(Data entries)

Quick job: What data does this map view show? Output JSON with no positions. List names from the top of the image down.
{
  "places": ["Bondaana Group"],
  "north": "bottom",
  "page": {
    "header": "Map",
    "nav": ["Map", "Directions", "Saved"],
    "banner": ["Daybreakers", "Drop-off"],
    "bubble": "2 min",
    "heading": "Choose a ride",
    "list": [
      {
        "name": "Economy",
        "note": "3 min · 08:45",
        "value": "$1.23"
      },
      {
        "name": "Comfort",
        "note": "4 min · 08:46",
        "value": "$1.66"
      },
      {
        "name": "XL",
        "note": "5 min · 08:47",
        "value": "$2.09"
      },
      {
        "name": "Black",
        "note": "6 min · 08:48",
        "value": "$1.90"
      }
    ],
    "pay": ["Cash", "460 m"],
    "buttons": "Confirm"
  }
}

Task directions: Copy out each record word for word.

Output for this exercise:
Quick job: What data does this map view show? Output JSON with no positions. List names from the top of the image down.
{
  "places": ["Bondaana Group"],
  "north": "bottom",
  "page": {
    "header": "Map",
    "nav": ["Map", "Directions", "Saved"],
    "banner": ["Daybreakers", "Drop-off"],
    "bubble": "2 min",
    "heading": "Choose a ride",
    "list": [
      {
        "name": "Economy",
        "note": "3 min · 08:45",
        "value": "$1.23"
      },
      {
        "name": "Comfort",
        "note": "4 min · 08:46",
        "value": "$1.66"
      },
      {
        "name": "XL",
        "note": "5 min · 08:47",
        "value": "$2.09"
      },
      {
        "name": "Black",
        "note": "6 min · 08:48",
        "value": "$1.90"
      }
    ],
    "pay": ["Cash", "460 m"],
    "buttons": "Confirm"
  }
}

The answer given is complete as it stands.